À peine arrivés, il nous conduisit jusqu’à une petite cabane où il avait préparé un paquetage contenant diverses reliques, breloques et objets enchantés. Il se déplaça avec assurance, connaissant chaque recoin de l’endroit, et sélectionna des armes et des talismans avec soin pour chacun d’entre nous.

Il tendit un arc orné de motifs sombres à Ashtreid, expliquant qu’il avait autrefois appartenu à un chien des Isiriis. Ashtreid sourit en acceptant l’arme, ses doigts caressant le bois poli. À Bjorn, il confia une hache ensorcelée, son manche gravé de runes anciennes. "Elle te répondra si tu lui parles", précisa Kai avec un clin d’œil, amusé par la surprise dans le regard de Bjorn. Enfin, il remit à Robin une paire de longs sabres aux lames finement travaillées, forgées dans un acier aux reflets argentés.

Mais lorsque je m’avançai timidement pour en recevoir un à mon tour, Kai secoua la tête. "Rien pour toi, Amara," dit-il, presque solennellement. Voyant mon air déçu, il ajouta : "C’est pour ta sécurité."

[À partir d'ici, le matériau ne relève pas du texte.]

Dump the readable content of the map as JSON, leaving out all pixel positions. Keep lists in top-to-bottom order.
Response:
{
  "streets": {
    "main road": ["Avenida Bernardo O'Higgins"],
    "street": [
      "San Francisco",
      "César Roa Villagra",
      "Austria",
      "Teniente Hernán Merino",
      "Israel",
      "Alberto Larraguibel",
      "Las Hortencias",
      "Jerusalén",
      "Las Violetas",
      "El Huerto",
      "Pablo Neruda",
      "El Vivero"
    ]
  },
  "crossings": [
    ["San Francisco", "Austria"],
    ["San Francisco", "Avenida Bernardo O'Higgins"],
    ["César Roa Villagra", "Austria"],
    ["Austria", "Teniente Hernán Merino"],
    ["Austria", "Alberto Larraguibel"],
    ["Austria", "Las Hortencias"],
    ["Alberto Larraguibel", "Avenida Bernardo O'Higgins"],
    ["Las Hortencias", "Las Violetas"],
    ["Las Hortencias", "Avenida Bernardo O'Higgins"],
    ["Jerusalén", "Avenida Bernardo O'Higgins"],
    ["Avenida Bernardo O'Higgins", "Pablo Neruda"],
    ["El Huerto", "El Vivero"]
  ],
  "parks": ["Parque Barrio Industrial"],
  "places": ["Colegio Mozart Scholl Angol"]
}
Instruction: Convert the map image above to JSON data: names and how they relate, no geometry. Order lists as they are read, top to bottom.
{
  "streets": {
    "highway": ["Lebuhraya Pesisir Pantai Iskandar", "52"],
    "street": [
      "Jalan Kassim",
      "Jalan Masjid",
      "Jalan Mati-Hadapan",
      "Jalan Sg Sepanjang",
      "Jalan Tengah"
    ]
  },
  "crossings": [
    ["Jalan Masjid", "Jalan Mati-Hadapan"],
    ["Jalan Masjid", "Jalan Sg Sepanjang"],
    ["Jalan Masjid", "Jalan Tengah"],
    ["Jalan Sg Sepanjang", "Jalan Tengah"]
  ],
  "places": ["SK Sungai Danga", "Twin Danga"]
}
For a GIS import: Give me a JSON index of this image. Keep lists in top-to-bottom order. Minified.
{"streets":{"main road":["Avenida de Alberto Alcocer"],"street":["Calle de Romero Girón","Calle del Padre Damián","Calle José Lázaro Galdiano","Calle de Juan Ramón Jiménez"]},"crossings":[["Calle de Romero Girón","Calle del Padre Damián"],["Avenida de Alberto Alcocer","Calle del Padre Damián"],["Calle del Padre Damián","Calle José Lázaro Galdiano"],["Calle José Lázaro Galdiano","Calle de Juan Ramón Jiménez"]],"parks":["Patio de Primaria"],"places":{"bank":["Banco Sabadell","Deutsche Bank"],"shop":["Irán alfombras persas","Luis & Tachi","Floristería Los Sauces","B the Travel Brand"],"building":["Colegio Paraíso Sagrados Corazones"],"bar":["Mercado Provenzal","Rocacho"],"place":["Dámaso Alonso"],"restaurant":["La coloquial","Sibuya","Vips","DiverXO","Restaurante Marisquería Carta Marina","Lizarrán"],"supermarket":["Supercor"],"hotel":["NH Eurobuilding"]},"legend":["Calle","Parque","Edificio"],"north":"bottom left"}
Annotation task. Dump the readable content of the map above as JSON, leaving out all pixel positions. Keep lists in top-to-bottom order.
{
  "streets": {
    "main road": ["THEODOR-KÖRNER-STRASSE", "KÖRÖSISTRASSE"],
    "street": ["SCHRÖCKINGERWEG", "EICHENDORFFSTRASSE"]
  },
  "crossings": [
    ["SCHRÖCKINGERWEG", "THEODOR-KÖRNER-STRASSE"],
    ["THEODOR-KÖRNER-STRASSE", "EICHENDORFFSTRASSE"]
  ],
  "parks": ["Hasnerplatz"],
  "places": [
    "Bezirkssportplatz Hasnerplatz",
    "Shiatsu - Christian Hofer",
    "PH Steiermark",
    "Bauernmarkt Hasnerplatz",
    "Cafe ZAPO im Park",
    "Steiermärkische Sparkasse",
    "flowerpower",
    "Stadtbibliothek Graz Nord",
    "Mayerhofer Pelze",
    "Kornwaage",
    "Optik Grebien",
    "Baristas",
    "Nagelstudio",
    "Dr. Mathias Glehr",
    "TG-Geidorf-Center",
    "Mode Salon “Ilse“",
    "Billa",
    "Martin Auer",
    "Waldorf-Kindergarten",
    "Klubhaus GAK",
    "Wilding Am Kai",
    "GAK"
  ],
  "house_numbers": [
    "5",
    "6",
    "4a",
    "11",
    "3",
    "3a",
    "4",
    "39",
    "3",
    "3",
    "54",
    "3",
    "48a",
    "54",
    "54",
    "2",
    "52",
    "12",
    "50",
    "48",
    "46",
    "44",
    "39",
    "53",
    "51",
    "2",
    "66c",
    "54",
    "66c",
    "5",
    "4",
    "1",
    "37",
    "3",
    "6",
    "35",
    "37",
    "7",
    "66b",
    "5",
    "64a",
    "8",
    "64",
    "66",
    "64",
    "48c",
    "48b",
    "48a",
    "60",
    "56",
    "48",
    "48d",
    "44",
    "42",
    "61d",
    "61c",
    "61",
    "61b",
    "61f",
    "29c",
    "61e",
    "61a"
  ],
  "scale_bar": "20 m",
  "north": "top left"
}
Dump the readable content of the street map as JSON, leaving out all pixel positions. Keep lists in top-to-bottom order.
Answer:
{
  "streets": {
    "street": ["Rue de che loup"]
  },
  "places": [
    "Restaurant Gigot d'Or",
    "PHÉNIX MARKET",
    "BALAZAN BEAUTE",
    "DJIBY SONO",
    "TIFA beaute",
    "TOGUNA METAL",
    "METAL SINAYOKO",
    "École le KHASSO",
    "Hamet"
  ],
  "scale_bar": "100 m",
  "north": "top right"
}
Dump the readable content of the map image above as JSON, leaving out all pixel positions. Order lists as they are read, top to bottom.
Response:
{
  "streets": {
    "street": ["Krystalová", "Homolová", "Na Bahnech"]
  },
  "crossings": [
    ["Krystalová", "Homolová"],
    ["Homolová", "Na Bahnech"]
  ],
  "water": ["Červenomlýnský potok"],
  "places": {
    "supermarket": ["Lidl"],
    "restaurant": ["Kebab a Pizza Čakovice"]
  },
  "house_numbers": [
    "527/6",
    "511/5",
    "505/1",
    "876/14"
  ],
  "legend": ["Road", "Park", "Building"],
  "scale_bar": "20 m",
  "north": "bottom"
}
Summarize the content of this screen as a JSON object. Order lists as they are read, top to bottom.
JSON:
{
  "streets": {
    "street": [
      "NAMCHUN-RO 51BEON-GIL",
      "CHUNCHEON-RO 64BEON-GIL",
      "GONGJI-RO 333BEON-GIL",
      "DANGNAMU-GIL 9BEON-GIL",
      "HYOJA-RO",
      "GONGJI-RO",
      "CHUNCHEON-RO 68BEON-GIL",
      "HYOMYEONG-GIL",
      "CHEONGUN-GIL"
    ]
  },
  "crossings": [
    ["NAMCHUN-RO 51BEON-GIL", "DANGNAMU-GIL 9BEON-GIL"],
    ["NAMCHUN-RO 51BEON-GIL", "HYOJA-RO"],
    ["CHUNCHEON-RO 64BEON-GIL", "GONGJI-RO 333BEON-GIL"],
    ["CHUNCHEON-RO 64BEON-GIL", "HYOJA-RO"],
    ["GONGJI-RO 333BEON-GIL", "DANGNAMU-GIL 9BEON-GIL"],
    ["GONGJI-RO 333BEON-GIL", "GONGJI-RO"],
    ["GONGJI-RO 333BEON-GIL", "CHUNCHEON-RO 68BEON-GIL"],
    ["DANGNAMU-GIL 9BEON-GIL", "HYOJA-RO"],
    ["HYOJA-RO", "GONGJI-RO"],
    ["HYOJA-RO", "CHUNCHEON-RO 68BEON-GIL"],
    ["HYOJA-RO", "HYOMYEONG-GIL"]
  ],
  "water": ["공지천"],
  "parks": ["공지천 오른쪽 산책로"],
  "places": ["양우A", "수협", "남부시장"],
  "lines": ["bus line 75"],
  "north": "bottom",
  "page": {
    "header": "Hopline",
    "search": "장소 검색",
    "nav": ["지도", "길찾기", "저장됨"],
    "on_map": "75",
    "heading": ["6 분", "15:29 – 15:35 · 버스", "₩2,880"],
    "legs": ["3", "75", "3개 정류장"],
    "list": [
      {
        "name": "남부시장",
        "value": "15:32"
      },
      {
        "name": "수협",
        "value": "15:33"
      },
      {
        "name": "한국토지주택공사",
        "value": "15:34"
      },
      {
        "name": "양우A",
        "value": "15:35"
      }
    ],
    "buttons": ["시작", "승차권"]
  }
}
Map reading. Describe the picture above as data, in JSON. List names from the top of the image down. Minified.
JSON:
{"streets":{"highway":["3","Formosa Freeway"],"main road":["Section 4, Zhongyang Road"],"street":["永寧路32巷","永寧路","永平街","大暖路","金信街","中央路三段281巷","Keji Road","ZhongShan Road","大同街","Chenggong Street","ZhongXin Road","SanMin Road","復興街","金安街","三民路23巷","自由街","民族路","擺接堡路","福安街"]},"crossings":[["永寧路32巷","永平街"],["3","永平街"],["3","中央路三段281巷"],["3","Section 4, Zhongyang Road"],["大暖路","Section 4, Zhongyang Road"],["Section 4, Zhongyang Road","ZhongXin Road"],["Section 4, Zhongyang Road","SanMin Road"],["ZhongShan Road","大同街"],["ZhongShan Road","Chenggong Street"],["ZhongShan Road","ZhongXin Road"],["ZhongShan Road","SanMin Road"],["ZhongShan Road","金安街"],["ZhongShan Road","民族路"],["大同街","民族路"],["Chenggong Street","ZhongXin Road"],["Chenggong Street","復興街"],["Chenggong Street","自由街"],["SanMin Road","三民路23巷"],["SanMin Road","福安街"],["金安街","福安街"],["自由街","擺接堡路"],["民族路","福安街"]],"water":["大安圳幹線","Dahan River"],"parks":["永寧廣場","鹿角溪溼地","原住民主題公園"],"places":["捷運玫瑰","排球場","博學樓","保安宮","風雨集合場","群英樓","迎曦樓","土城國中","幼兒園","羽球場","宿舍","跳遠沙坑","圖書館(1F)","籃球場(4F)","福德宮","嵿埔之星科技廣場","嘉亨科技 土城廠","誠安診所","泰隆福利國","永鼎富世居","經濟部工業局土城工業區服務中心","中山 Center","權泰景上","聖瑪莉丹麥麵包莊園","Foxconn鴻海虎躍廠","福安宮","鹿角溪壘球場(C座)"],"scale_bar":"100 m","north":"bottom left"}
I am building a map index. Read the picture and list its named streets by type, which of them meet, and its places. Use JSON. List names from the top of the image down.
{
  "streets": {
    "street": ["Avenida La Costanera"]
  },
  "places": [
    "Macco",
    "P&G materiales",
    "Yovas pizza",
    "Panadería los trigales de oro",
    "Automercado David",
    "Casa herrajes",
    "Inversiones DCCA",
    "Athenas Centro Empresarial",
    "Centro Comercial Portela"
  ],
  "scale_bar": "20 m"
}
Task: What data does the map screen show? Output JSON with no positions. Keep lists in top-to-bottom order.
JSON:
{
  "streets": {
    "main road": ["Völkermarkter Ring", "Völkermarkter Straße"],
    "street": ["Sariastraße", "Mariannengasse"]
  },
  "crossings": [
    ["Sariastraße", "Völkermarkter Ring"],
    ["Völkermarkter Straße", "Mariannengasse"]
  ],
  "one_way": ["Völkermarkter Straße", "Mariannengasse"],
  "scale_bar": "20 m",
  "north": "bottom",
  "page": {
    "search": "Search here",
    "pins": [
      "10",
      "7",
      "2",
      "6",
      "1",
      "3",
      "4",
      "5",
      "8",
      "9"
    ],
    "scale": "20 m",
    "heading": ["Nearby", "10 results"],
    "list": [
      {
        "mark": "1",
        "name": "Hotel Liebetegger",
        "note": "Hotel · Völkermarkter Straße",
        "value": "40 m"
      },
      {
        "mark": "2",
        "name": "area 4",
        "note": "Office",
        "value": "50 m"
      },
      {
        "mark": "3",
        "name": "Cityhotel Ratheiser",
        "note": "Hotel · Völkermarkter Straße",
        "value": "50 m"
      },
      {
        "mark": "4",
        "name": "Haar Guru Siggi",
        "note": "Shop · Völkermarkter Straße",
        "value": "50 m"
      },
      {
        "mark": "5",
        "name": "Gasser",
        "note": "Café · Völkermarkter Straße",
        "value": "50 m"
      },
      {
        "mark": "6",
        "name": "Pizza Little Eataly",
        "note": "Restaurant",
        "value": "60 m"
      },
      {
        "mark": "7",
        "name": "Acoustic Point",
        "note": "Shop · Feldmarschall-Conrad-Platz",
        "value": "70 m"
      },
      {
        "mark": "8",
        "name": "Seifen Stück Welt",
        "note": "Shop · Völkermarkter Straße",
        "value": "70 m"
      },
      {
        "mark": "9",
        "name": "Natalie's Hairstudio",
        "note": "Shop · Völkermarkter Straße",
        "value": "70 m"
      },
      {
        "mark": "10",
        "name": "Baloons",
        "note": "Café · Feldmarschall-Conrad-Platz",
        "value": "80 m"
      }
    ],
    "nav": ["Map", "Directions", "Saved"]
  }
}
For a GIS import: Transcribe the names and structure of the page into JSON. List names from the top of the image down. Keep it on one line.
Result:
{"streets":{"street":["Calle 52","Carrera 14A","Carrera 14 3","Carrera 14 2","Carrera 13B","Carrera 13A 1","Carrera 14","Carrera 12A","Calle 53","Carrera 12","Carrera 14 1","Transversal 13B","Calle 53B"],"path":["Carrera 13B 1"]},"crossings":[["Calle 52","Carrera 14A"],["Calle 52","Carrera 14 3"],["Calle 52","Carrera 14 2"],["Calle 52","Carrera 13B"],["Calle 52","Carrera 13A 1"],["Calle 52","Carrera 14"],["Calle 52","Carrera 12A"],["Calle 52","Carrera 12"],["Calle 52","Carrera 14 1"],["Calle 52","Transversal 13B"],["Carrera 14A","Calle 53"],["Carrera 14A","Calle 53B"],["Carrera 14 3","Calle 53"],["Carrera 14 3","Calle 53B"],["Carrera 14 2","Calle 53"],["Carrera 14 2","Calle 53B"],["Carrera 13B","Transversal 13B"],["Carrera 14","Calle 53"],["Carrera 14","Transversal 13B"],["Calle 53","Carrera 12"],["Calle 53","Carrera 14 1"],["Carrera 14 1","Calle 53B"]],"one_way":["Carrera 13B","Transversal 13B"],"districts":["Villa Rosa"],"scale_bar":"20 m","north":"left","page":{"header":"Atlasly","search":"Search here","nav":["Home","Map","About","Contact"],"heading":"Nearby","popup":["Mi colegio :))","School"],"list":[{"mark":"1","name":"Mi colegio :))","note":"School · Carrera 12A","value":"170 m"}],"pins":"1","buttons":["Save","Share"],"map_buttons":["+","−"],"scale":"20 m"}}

Nous passâmes ensuite chez la famille de Kai. Ils accueillirent Robin avec une chaleur débordante, l’enlaçant comme une fille prodigue de retour au foyer. Nous autres fûmes également bien reçus, chacun accueillant les étrangers avec curiosité et respect. La famille de Kai, pleine de vie et de bonne humeur, nous invita même à la fête du village qui se tenait ce soir-là, une tradition locale célébrant la fin des moissons.

Le soleil plongea lentement derrière les collines, et, à mesure que la nuit s’installait, le village entier se métamorphosa. Des torches furent allumées un peu partout, et des feux de camp brillèrent dans chaque recoin de la place centrale, où les habitants se rassemblèrent pour festoyer.

La musique démarra, un mélange envoûtant de percussions et de flûtes, accompagné des voix des villageois qui chantaient avec une énergie brute. Des tables furent dressées autour des foyers, chargées de plats rustiques et de boissons locales, dont le goût puissant et légèrement épicé réchauffait dès la première gorgée.

Les villageois dansèrent, formant des cercles autour des feux, leurs mouvements synchronisés et exaltés, imprégnés d’une tradition ancienne. Ashtreid, Robin, et même Bjorn furent vite entraînés par la foule, se laissant porter par l’ambiance festive, leurs rires se mêlant à la musique et aux chants. Kai, lui, s’amusa à jongler avec des torches enflammées, provoquant des acclamations émerveillées auprès des enfants à chaque figure acrobatique.

Mais moi, je restai en retrait, incapable de me libérer de mes tourments. J’observai la scène, ressentant un décalage profond entre l’euphorie ambiante et mon état mental actuel. Mes pensées tournaient autour d’Elior et de la famille, leur absence creusant en moi une rupture douloureuse, laissant un vide profond.

C’est dans ce moment de solitude que j’entendis des pas approcher. Je levai les yeux et vis Ashtreid, qui s’était frayé un chemin à travers la foule jusqu’à moi. Elle s’installa à mes côtés, un sourire bienveillant aux lèvres.

— Belle soirée, n’est-ce pas ? dit-elle d’une voix douce.

J’acquiesçai distraitement. La jolie rousse observa mon visage un instant avant de reprendre.

— Tu ne sembles pas profiter autant que les autres.

Je baissai les yeux, jouant nerveusement avec le tissu de ma tunique. "C’est… compliqué."

Elle se rapprocha légèrement, créant une bulle de calme entre nous au milieu de la fête. Après un moment, elle reprit :

— Tu n’es pas obligée de tout garder pour toi, Amara. Parfois, partager apaise les tourments.

Hésitante, mais touchée par sa sincérité, je laissai échapper quelques-unes de mes pensées. Je lui parlai d’Elior, de cette blessure ouverte, de la peur omniprésente de ne pas être à la hauteur, et de ce sentiment d’impuissance face à mes propres pouvoirs.

Ashtreid m’écouta en silence, ses yeux fixés sur les flammes qui dansaient devant nous.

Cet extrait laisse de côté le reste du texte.